Looks like it is just the type annotations.

We should add jit.scripting to the test cases

RaulPPelaez commented 1 year ago

This particular issue seems easy to fix, in fact it is probable this #80 fixes it, since I modified the decorators and I remember they were wrong. However, I do not think it is worth spending time on jit.script, since it is basically obsolete now due to torch.compile. jit.script requires things like type annotations, something that torch.compile has engineered to avoid.

raimis commented 1 year ago

jit.script is still used (including TorchMD-NET). So, it would be ideal if it works.

raimis commented 1 year ago

@sef43 I think, you need just fix this line to have Tuple[Tensor, Tensor, Tensor]

https://github.com/openmm/NNPOps/blob/c8690ac7b1538e5b9246d3d8ed02bb85c80ef25d/src/pytorch/neighbors/getNeighborPairs.py#L5

RaulPPelaez commented 1 year ago

I tried and yout fix works, @raimis, I will PR.

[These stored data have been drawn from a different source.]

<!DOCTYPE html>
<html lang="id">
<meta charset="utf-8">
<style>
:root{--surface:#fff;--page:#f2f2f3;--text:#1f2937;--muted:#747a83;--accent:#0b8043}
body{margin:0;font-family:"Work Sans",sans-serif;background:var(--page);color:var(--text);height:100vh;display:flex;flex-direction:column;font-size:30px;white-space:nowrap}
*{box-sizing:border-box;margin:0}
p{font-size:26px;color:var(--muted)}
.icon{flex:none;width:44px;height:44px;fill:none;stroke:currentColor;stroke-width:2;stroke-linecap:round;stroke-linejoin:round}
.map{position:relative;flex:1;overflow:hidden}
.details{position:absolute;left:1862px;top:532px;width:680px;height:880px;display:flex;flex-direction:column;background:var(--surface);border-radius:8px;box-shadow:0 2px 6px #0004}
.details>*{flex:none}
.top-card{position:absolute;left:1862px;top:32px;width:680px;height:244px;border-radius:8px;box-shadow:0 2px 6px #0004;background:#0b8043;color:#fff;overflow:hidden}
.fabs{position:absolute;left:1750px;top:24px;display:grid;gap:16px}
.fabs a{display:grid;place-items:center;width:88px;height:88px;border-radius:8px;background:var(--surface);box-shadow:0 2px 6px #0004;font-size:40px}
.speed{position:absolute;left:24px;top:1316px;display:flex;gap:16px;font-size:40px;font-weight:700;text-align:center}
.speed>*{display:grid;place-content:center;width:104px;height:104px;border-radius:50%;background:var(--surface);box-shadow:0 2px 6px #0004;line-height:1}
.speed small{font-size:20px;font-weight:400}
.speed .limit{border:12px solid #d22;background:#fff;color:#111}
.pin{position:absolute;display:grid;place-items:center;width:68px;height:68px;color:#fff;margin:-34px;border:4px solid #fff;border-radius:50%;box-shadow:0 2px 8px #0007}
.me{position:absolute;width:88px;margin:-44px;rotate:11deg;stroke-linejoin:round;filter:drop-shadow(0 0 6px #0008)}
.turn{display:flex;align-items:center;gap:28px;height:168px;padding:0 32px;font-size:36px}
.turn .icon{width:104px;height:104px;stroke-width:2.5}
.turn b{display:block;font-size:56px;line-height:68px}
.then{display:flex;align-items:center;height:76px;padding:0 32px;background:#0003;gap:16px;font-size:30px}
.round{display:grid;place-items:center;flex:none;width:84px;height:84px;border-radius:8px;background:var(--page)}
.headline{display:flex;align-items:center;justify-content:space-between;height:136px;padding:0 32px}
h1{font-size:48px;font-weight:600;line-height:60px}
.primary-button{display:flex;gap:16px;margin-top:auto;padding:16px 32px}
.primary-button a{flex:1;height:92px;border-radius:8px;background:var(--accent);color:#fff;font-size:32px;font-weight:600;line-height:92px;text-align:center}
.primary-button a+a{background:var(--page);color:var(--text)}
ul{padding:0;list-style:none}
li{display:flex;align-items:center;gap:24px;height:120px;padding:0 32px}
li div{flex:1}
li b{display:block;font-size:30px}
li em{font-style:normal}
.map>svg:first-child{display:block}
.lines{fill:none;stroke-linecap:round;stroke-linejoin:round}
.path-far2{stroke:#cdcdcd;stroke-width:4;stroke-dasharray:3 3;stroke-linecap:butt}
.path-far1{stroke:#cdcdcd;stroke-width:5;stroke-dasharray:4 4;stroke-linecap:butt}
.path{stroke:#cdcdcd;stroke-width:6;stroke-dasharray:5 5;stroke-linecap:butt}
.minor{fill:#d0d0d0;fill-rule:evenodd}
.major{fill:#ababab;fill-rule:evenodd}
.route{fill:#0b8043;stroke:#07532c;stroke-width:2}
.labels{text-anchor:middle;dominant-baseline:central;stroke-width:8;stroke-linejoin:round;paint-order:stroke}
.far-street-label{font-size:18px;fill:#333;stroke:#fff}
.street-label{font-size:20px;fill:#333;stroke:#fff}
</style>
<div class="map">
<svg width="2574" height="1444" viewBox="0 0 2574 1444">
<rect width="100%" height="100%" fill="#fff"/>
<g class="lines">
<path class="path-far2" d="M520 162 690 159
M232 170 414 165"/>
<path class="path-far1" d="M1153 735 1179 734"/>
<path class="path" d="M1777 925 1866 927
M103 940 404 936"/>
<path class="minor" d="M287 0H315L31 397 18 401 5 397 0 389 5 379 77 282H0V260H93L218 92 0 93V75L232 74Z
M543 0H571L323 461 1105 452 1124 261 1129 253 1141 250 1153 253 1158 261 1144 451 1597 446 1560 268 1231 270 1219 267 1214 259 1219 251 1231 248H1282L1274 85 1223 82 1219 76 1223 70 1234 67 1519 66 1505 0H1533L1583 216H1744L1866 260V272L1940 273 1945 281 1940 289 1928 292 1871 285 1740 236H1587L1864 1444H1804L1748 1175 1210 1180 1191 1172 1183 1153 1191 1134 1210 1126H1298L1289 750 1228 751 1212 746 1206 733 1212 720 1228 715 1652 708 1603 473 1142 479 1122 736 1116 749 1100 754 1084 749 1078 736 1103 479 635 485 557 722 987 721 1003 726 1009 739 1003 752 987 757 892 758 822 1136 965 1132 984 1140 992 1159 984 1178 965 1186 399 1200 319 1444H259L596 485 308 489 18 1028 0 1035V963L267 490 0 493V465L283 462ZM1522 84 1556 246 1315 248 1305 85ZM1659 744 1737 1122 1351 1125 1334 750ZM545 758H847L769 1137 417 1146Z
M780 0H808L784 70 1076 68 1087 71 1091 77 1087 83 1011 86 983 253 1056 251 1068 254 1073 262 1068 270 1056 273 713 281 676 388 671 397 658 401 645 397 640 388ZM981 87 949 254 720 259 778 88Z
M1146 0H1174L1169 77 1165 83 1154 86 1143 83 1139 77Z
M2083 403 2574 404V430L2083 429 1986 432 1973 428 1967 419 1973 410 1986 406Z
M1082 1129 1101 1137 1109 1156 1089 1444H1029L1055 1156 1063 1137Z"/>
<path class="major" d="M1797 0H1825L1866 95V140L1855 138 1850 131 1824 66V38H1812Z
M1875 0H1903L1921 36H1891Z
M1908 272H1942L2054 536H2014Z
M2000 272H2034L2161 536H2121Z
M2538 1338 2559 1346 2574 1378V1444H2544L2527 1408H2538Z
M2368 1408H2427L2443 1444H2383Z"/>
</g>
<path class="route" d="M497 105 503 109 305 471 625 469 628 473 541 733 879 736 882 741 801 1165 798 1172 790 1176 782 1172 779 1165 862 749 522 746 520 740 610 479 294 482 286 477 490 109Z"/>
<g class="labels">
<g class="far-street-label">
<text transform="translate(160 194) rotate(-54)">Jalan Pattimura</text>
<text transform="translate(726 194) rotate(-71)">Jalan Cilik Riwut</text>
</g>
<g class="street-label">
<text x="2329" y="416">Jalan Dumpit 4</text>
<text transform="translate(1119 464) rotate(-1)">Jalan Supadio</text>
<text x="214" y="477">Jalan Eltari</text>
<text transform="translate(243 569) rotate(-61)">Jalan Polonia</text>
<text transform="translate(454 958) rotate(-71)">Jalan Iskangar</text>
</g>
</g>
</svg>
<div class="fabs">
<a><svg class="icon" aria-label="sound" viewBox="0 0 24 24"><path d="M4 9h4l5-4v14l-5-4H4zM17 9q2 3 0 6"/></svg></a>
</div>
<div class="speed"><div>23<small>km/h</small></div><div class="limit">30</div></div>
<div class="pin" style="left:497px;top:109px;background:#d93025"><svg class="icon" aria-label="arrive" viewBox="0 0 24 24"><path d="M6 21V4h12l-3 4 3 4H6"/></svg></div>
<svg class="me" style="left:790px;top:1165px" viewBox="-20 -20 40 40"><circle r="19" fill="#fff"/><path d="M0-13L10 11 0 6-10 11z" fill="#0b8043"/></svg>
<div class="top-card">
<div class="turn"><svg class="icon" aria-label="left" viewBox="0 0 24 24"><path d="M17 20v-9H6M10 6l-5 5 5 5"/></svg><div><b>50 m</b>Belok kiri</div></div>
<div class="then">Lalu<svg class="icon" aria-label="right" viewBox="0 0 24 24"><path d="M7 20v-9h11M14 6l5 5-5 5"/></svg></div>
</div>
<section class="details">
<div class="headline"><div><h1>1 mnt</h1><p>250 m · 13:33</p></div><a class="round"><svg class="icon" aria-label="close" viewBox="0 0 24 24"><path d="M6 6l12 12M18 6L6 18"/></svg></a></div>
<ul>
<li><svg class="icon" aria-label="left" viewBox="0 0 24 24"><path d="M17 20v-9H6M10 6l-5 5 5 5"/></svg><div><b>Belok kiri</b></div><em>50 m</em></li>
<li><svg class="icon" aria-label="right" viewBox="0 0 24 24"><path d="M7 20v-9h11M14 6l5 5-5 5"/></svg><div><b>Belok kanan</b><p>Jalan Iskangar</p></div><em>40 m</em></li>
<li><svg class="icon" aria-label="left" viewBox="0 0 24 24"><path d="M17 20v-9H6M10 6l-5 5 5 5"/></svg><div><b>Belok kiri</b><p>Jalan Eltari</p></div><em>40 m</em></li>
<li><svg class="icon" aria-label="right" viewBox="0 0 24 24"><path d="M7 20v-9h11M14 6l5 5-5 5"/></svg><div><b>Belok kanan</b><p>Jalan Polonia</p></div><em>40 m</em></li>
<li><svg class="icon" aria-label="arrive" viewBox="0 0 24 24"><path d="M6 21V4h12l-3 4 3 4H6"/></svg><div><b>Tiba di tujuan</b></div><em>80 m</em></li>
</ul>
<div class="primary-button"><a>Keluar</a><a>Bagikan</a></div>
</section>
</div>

sef43 commented 1 year ago

Thanks!

Do we have/should we make a general pytorch 2.0 issue in this repo or openmm-torch to discuss various changes and features? the new torch.compile feature does look very useful!

RaulPPelaez commented 1 year ago

Totally, I believe that is on me. I will PR soon. It will probably mostly painless (hopefully...)

RaulPPelaez commented 1 year ago

I think you gave the perfect excuse to start a PR and discussion :P #94

peastman commented 1 year ago

If you use torch.compile, can you load the compiled module in C++? The documentation still only talks about loading TorchScript models.